▶ _Excerpted data_
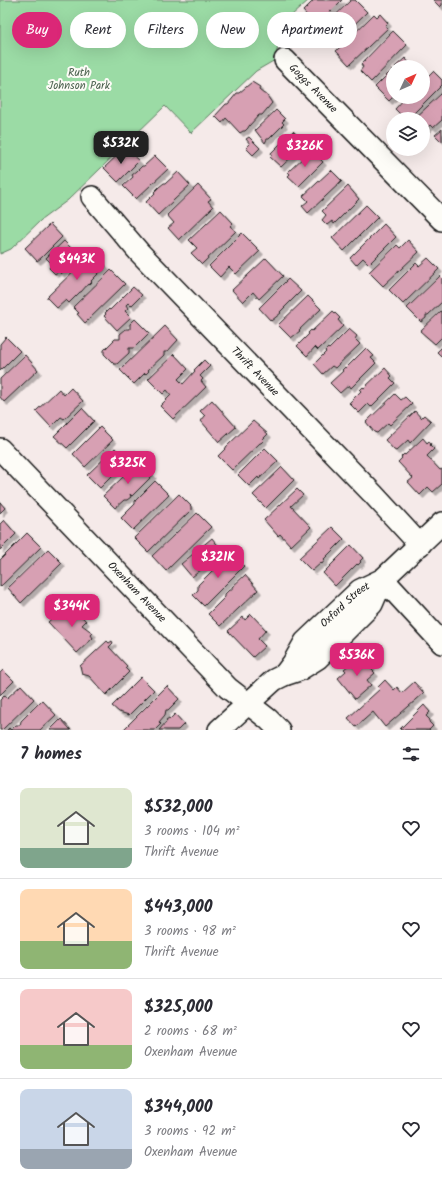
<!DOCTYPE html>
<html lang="en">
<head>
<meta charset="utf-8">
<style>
	body { margin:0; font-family:Kalam,sans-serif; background:#f2f2f3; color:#2b2b33; height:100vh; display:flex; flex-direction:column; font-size:15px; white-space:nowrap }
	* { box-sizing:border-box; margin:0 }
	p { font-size:13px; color:#7c7c81 }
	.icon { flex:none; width:22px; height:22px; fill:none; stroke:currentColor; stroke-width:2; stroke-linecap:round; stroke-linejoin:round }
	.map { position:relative; height:730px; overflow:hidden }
	.panel { display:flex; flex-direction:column; background:#fff; flex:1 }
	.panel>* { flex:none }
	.top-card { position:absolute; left:12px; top:12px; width:418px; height:36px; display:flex; gap:8px }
	.needle { width:26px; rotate:46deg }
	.buttons { position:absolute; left:386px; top:60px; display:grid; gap:8px }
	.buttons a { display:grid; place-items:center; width:44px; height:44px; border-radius:50%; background:#fff; box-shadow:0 4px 16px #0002; font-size:20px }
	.price { position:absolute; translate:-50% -34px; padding:0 9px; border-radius:8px; background:#db2777; color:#fff; font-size:13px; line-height:26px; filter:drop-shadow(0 1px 2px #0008) }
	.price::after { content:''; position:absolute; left:50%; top:24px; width:12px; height:9px; margin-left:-6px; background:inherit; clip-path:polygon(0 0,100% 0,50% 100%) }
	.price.on { background:#222; color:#fff }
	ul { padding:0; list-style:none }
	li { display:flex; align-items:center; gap:12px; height:100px; padding:0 20px }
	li+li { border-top:1px solid #e1e1e2 }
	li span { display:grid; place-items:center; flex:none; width:112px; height:80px; border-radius:8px; color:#555 }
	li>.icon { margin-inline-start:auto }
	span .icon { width:48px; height:48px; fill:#fffc; stroke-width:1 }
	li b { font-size:17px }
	h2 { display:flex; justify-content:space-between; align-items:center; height:48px; padding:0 20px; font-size:17px }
	.pill { padding:0 14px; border-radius:18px; background:#fff; box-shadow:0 4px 16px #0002; font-size:14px; line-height:36px }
	.pill.on { background:#db2777; color:#fff }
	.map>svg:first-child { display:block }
	.green { fill:#9bdba5; stroke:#5c7c60 }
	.building { fill:#d7a0b3; stroke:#1c1c1c; filter:url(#shadow) }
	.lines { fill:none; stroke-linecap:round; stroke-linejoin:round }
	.minor-casing { stroke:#1c1c1c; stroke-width:24 }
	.minor { stroke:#fdfcf7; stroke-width:21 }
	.labels { text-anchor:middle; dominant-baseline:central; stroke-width:4; stroke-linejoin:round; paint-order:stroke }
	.park-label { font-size:11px; fill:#485f4c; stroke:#fdfcf7 }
	.street-label { font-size:11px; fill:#1c1c1c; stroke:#fdfcf7 }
</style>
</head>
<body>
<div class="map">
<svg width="442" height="730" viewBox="0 0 442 730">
	<defs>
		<filter id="shadow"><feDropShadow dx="3.5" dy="3.5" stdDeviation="0" flood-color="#0004"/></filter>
	</defs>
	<rect width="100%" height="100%" fill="#f5eae9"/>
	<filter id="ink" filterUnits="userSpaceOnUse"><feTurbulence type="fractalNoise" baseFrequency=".025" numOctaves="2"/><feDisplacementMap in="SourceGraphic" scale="8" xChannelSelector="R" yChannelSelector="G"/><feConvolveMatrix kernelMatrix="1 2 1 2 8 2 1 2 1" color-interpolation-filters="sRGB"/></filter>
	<g filter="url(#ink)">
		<!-- green -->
		<path class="green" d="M 0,0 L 309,0 L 283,23 L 275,60 L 256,71 L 191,133 L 165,106 L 68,200 L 41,220 L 11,249 L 0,254 Z"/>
		<!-- building -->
		<path class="building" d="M 314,0 L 342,0 L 322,20 L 319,16 L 313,22 L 303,11 Z
			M 351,0 L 355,0 L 367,12 L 335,43 L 321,29 Z
			M 433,0 L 442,0 L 442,5 L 440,7 Z
			M 374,14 L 377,17 L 380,14 L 388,23 L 385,26 L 388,28 L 349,65 L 336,51 Z
			M 393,31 L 407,45 L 371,82 L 360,71 L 363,67 L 361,64 Z
			M 405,58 L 413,67 L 395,67 Z
			M 393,69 L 393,97 L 389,101 L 375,87 Z
			M 433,71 L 442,80 L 442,85 L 408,119 L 405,119 L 395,109 L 406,97 L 423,97 L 423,81 Z
			M 252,82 L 260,87 L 259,90 L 264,94 L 266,94 L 272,103 L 262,115 L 259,115 L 249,126 L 248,128 L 245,131 L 243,131 L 240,133 L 226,118 L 222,123 L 215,116 L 226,104 L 228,104 L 237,93 L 239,93 Z
			M 442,93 L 442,120 L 433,128 L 430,125 L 424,131 L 423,119 L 414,119 Z
			M 276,110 L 285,119 L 282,122 L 284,124 L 269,139 L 267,139 L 265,143 L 255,130 Z
			M 442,129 L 442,142 L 435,135 Z
			M 293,131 L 306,143 L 281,167 L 270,157 L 272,155 L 271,153 Z
			M 249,137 L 260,148 L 253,155 L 246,148 L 250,144 L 246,139 Z
			M 125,148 L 139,161 L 118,182 L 104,168 Z
			M 311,150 L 323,162 L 299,186 L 288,176 L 290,174 L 288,172 Z
			M 155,156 L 168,169 L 136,199 L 123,186 L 133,177 L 132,175 L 137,171 L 142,166 L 144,166 Z
			M 331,170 L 342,181 L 308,213 L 302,206 L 308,201 L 303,196 Z
			M 178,172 L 190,185 L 158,215 L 146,202 L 155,193 L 154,192 L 159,187 L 164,183 L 166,183 Z
			M 198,185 L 211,199 L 208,201 L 213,207 L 179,240 L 168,228 L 174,223 L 167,215 Z
			M 348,186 L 359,199 L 334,224 L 332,221 L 327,225 L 322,220 L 326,215 L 322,211 Z
			M 366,205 L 378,217 L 344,251 L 332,238 Z
			M 221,210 L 233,223 L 230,226 L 236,231 L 202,264 L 191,253 L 197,248 L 189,240 Z
			M 50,224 L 62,237 L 41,258 L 37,261 L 25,248 Z
			M 384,224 L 396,237 L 369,264 L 363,258 L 356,265 L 350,258 Z
			M 242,233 L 260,251 L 236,274 L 229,267 L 220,277 L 209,266 Z
			M 408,240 L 419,252 L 383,286 L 369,272 L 397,245 L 400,248 Z
			M 64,241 L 77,254 L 68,263 L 70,265 L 61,274 L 59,271 L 55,274 L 49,268 L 52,264 L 46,258 Z
			M 92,253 L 106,266 L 91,281 L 92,282 L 89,285 L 88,284 L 81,292 L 80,292 L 69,303 L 66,300 L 57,308 L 47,298 L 47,297 Z
			M 266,258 L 283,276 L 259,299 L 253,292 L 243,302 L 232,290 Z
			M 428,258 L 439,269 L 403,304 L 389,290 L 416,263 L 419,266 Z
			M 111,270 L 125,284 L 85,323 L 77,314 L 79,313 L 73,307 Z
			M 440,276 L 442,278 L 442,302 L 428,315 L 426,315 L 426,318 L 421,322 L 407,308 Z
			M 288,279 L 301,291 L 280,312 L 281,313 L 271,321 L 259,308 Z
			M 133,287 L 142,295 L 131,306 L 128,303 L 126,305 L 128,308 L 125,311 L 131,317 L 117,330 L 104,316 L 106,314 L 105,313 L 109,309 L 110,310 Z
			M 308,296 L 321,309 L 299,330 L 300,331 L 291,338 L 278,325 Z
			M 442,310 L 442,337 L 435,344 L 420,331 Z
			M 333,311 L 340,318 L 338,320 L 343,326 L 318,350 L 315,347 L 307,356 L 297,346 L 309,334 L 308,333 L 311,330 L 312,331 Z
			M 135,319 L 149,333 L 134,348 L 129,348 L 129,353 L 117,364 L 114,364 L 104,354 L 104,350 L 115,339 L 120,339 L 120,334 L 126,329 L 130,329 L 130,324 Z
			M 165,326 L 178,340 L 167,352 L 164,352 L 164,355 L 148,370 L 149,371 L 146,374 L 145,373 L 134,384 L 120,370 Z
			M 349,329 L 357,336 L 355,339 L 360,344 L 335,368 L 332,366 L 323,374 L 314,364 L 326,352 L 325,351 L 328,348 L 329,349 Z
			M 6,337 L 20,351 L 0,371 L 0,344 Z
			M 442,347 L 442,357 L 437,352 Z
			M 366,348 L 374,356 L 371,358 L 376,363 L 351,388 L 349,385 L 340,393 L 330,383 L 343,371 L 342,370 L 345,367 L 346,368 Z
			M 174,354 L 188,369 L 178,379 L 183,384 L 195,371 L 194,370 L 204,360 L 210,366 L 200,376 L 203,379 L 201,381 L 206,387 L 173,419 L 160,406 L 171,395 L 167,390 L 163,394 L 148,379 Z
			M 25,355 L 38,370 L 4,402 L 0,397 L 0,379 Z
			M 385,368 L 392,376 L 390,378 L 395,383 L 371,407 L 368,404 L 359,413 L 349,403 L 361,391 L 360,390 L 363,387 L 364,388 Z
			M 71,388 L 83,401 L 64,419 L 61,417 L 51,427 L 36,411 L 59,389 L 64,395 Z
			M 395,394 L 401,400 L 405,397 L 412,404 L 390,425 L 388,423 L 377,433 L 374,432 L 366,422 Z
			M 212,400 L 236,427 L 219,442 L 201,421 L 205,416 L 200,411 Z
			M 82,408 L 94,421 L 67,448 L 54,436 Z
			M 415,411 L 421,418 L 424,415 L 431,421 L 410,443 L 408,440 L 396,451 L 394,450 L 385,440 Z
			M 253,421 L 268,434 L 263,439 L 264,440 L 261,443 L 260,443 L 232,470 L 218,456 L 226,448 L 226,447 Z
			M 100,427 L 113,440 L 85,467 L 73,454 Z
			M 423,438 L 427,443 L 429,441 L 431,444 L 430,445 L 434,449 L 427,456 L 440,470 L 442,469 L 442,484 L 433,492 L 428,487 L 420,495 L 408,482 L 413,478 L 398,462 L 402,458 L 401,457 L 404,454 L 405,455 Z
			M 115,448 L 127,461 L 100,488 L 87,475 Z
			M 265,448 L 278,461 L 259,479 L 258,477 L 249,486 L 238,475 Z
			M 139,461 L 153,475 L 132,496 L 130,494 L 131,497 L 127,500 L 124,500 L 115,508 L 103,496 L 123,477 L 126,477 L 126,474 Z
			M 282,467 L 294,480 L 266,508 L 253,495 Z
			M 155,481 L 169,495 L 133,530 L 121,518 L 135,504 L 135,501 Z
			M 297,489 L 303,495 L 291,506 L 311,527 L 291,546 L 280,534 L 278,536 L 264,520 Z
			M 179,494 L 191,506 L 191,510 L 148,552 L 134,538 Z
			M 0,502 L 5,508 L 0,513 Z
			M 197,513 L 211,527 L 166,571 L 152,556 Z
			M 4,520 L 16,534 L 0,550 L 0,524 Z
			M 332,527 L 344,539 L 324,559 L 325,560 L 322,564 L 321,563 L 312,571 L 299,558 Z
			M 27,533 L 41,547 L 0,587 L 0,560 Z
			M 212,538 L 223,552 L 192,577 L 181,564 Z
			M 351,545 L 363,558 L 360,561 L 361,562 L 358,565 L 357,564 L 335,586 L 323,573 Z
			M 48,549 L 62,563 L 21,603 L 8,588 Z
			M 230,553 L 244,566 L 204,606 L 193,595 L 198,590 L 198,585 Z
			M 245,575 L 258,590 L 220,626 L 208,614 L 225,597 L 225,594 L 229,590 L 232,590 L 232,587 Z
			M 69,603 L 86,621 L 82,625 L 93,633 L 91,635 L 93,638 L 77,653 L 48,622 Z
			M 251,614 L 266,630 L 258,639 L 265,646 L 253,657 L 228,631 L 243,617 L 245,620 Z
			M 107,641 L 109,643 L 112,641 L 113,643 L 109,647 L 127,666 L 125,668 L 129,672 L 106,695 L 89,676 L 82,674 L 80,666 Z
			M 362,658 L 372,667 L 370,668 L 375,673 L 367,680 L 371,685 L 355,699 L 338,678 L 346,671 L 344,669 L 355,660 L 357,662 Z
			M 3,670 L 14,681 L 0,695 L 0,673 Z
			M 141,677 L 154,690 L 129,715 L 119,712 L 112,706 Z
			M 385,680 L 394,690 L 397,687 L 402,693 L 414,682 L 424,693 L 385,727 L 373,712 L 356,727 L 348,718 L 380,689 L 378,687 Z
			M 21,685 L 34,699 L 2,730 L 0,730 L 0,700 L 5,695 L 7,698 Z
			M 167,686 L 179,699 L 168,710 L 166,710 L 165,715 L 159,722 L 161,724 L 155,730 L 123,730 Z
			M 42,700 L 56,715 L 40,730 L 7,730 L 9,728 L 11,730 L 16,725 L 20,725 L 21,721 Z
			M 424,705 L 430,712 L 426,716 L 430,720 L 429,722 L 433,726 L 429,730 L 401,730 L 400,729 Z
			M 175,714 L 184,724 L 178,730 L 159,730 L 167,721 L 166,720 L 169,718 L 170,719 Z
			M 61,719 L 71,730 L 50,730 Z"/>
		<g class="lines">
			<defs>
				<g id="minor">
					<path id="s1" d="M 285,60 L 442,220"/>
					<path id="s2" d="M 92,197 L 139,252 L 374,495 L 420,545"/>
					<path id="s3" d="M 0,449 L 228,688 L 268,719 L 279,730"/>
					<path d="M 383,579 L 442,643"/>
					<path id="s4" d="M 284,675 L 293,663 L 305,642 L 360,590 L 383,579 L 442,523"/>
					<path d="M 219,730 L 274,680 L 284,675 L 299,670 L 318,658 L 372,604 L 383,579"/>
				</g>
			</defs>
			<!-- minor casing -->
			<use href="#minor" class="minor-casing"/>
			<!-- minor -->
			<use href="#minor" class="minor"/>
		</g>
	</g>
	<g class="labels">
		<!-- park labels -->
		<g class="park-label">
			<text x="79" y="73">Ruth<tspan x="79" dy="13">Johnson Park</tspan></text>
		</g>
		<!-- street labels -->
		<g class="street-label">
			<text stroke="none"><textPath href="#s1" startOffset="40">Goggs Avenue</textPath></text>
			<text stroke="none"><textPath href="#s2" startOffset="239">Thrift Avenue</textPath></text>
			<text stroke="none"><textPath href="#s3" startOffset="198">Oxenham Avenue</textPath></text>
			<text stroke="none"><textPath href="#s4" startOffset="94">Oxford Street</textPath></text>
		</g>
	</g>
</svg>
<div class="buttons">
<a><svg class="needle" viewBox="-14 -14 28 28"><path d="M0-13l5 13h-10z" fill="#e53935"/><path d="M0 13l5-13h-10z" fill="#7c7c81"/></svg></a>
<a><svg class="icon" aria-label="layers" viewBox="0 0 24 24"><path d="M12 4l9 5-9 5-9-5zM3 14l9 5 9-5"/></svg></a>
</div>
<b class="price on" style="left:121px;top:165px">$532K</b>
<b class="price" style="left:305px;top:168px">$326K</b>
<b class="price" style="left:77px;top:281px">$443K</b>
<b class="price" style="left:128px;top:485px">$325K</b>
<b class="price" style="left:218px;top:579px">$321K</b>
<b class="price" style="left:72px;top:628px">$344K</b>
<b class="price" style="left:357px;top:677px">$536K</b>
<div class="top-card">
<a class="pill on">Buy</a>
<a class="pill">Rent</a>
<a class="pill">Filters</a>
<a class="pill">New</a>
<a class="pill">Apartment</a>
</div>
</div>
<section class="panel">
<h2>7 homes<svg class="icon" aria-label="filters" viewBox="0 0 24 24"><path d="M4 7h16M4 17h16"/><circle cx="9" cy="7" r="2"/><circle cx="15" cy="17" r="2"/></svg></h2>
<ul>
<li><span style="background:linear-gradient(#dfe7d0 75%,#7fa58c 0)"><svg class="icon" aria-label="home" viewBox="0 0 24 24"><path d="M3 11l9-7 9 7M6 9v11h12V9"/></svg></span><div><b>$532,000</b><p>3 rooms · 104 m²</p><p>Thrift Avenue</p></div><svg class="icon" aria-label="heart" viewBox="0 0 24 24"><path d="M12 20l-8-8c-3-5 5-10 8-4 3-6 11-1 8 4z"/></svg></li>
<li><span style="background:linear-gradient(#ffd9b3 65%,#8fb573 0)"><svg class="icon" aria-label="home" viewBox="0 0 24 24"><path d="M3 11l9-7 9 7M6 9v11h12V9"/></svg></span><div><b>$443,000</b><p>3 rooms · 98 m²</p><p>Thrift Avenue</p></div><svg class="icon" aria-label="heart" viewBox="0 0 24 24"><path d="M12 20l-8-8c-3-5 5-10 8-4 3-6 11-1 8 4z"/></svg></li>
<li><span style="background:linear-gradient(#f6c9c9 70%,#8fb573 0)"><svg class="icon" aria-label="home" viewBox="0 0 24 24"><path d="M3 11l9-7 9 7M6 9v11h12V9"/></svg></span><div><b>$325,000</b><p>2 rooms · 68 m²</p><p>Oxenham Avenue</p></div><svg class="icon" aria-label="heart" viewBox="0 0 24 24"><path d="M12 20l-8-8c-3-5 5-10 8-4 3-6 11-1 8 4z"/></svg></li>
<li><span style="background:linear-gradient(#c9d6e8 75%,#9aa5b1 0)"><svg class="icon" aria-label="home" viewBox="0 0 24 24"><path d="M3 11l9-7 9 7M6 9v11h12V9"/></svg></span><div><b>$344,000</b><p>3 rooms · 92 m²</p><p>Oxenham Avenue</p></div><svg class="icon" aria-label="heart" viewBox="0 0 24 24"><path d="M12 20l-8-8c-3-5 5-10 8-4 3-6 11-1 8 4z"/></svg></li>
</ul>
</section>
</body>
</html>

▶ _Exercise details_
Each line that holds the word "linecap" should be extracted from the records.

▶ _Response below_
	.icon { flex:none; width:22px; height:22px; fill:none; stroke:currentColor; stroke-width:2; stroke-linecap:round; stroke-linejoin:round }
	.lines { fill:none; stroke-linecap:round; stroke-linejoin:round }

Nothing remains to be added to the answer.